I have heard you discuss the topic of historical revisionism on radio. I told my son about this, and he doesn’t believe it. Do you have some examples of how our history has been revised from the original?

Many historians have wanted to secularize our founders. Take this quote from W.E. Woodward. He wrote that “The name of Jesus Christ is not mentioned even once in the vast collection of Washington’s published letters.”{1}

Anyone who has read some of Washington’s writing knows he mentions God and divine providence. But it isn’t too difficult to also find times in which he mentions Jesus Christ. For example, when George Washington wrote to the Delaware Indian Chiefs (June 12, 1779) he said: “You do well to wish to learn our arts and ways of life, and above all, the religion of Jesus Christ. These will make you a greater and happier people than you are. Congress will do every thing they can to assist you in this wise intention.”{2}

Other examples are also available. For example, a well-worn, handwritten prayer book found among Washington’s personal writings after his death had the name “Jesus Christ” used sixteen times. {3}

Often historical revisionism is done by selective omission. Consider this famous quote from a book on American history by Kenneth Davis.{4} In 1775, Patrick Henry asked, “Is life so dear or peace so sweet as to be purchased at the price of chains and slavery?” Davis then picks up the quote again with the final statement by Patrick Henry: “I know not what course others may take, but as for me, give me liberty or give me death.”

Technically the quote is correct, but what is missing is very important. The entire quote should read: “Is life so dear or peace so sweet as to be purchased at the price of chains and slavery? Forbid it, Almighty God. I know not what course others may take, but as for me, give me liberty or give me death.”

Davis does the same thing when he cites the Mayflower Compact. “We whose names are under-written . . . do by these presents solemnly and mutually in the presence of God, and one another, covenant and combine our selves together into a civil body politick, for our better ordering and preservation and furtherance of the ends aforesaid.”

Some important points are omitted. The section should read: “We whose names are under-written having undertaken, for the glory of God, and advancement of the Christian faith and honor of our king and country, a voyage to the first colonie in the Northern parts of Virginia do by these presents solemnly and mutually in the presence of God, and one another, covenant and combine our selves together into a civil body politick, for our better ordering and preservation and furtherance of the ends aforesaid.”

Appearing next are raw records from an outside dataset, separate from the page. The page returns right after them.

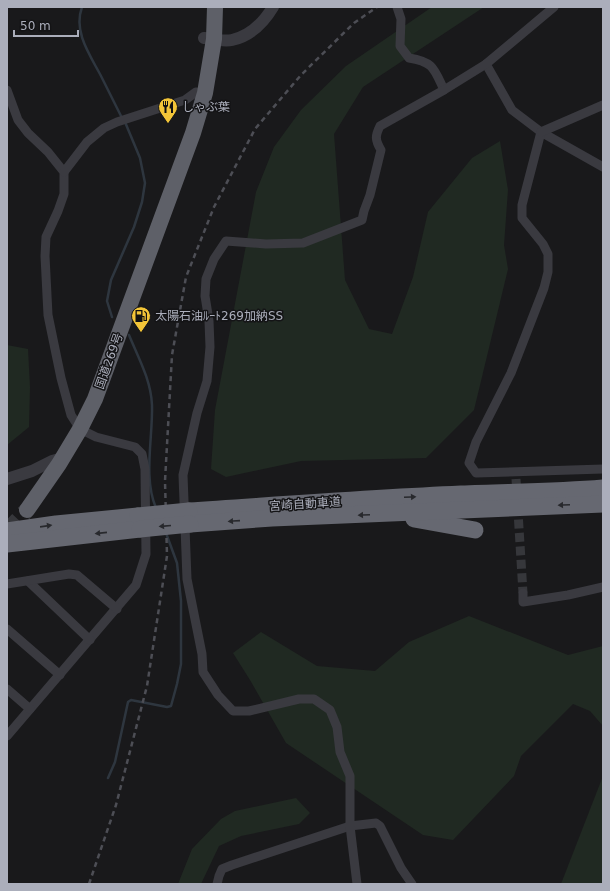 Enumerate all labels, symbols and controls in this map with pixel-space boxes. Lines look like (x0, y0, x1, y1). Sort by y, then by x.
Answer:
scale bar (14, 12, 78, 38)
text: 50 m (20, 19, 51, 33)
restaurant icon: しゃぶ葉 (157, 96, 179, 124)
place label: しゃぶ葉 (182, 100, 230, 114)
fuel station icon: 太陽石油ﾙｰﾄ269加納SS (130, 305, 152, 333)
place label: 太陽石油ﾙｰﾄ269加納SS (155, 309, 283, 323)
street label: 国道269号 (92, 331, 126, 391)
one-way arrow (404, 494, 417, 500)
street label: 宮崎自動車道 (269, 495, 341, 513)
one-way arrow (558, 502, 570, 509)
one-way arrow (358, 511, 370, 518)
one-way arrow (228, 517, 240, 524)
one-way arrow (40, 523, 52, 529)
one-way arrow (159, 523, 171, 530)
one-way arrow (95, 529, 107, 536) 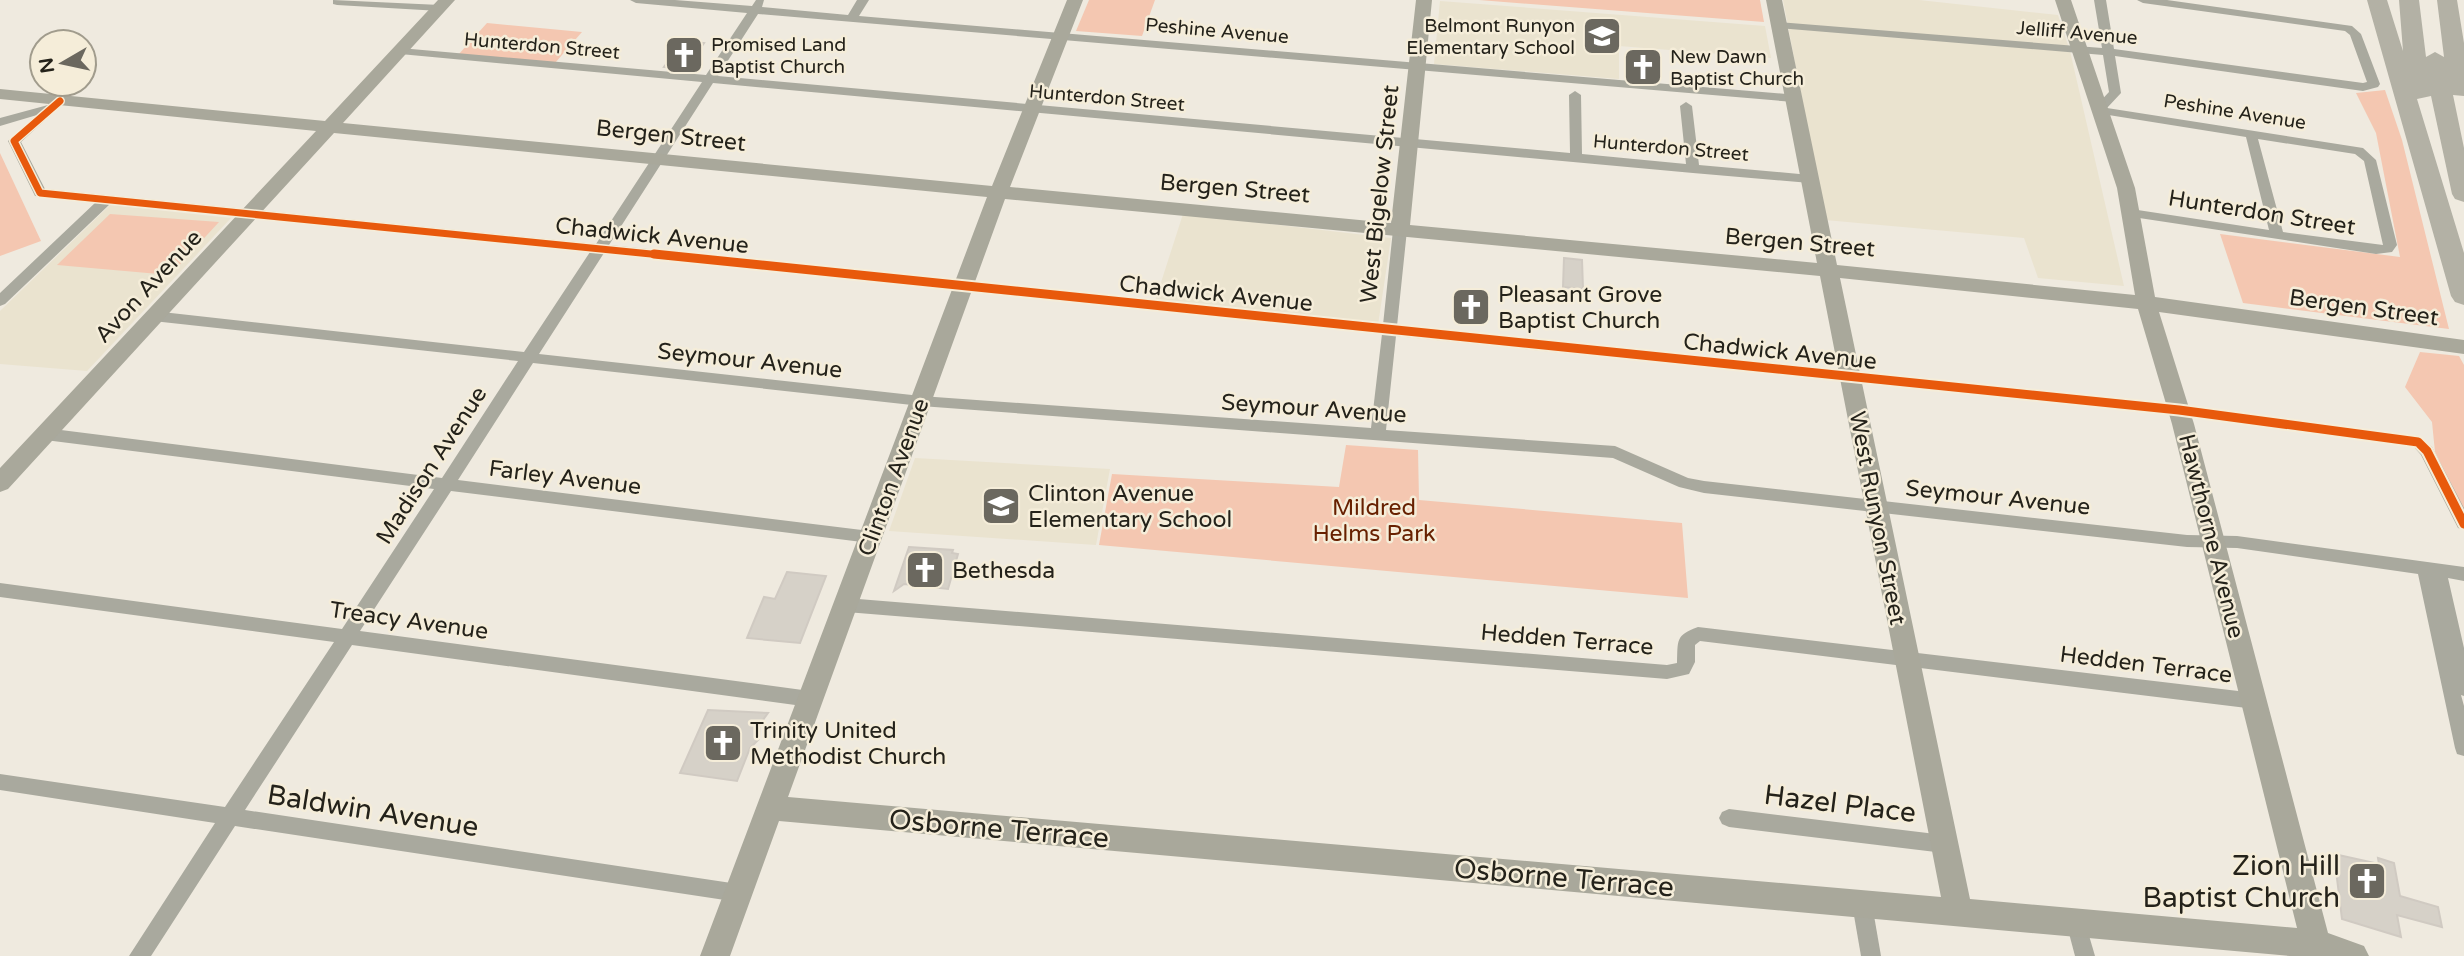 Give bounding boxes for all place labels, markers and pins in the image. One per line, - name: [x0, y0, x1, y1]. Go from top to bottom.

Some of the best documented cases of historical revision were provided by the work of Paul Vitz and funded by the U.S. Department of Education. He notes that “One social studies book has thirty pages on the Pilgrims, including the first Thanksgiving. But there is not one word (or image) that referred to religion as even a part of the Pilgrims’ life.” {6}

Another textbook said that “Pilgrims are people who take long trips.” They were described entirely without reference to religion. One reference said the Pilgrims “wanted to give thanks for all they had” but never mentioned that it was God to whom they wanted to give thanks.{7}

Historical revisionism is a sad fact of American education today. Students are not getting the whole story, and often references to religion and Christianity are left out.

Kerby Anderson

Probe Ministries

Notes

1. W.E. Woodward, George Washington: The Image and the Man (New York: Boni and Liverlight, 1926), 142.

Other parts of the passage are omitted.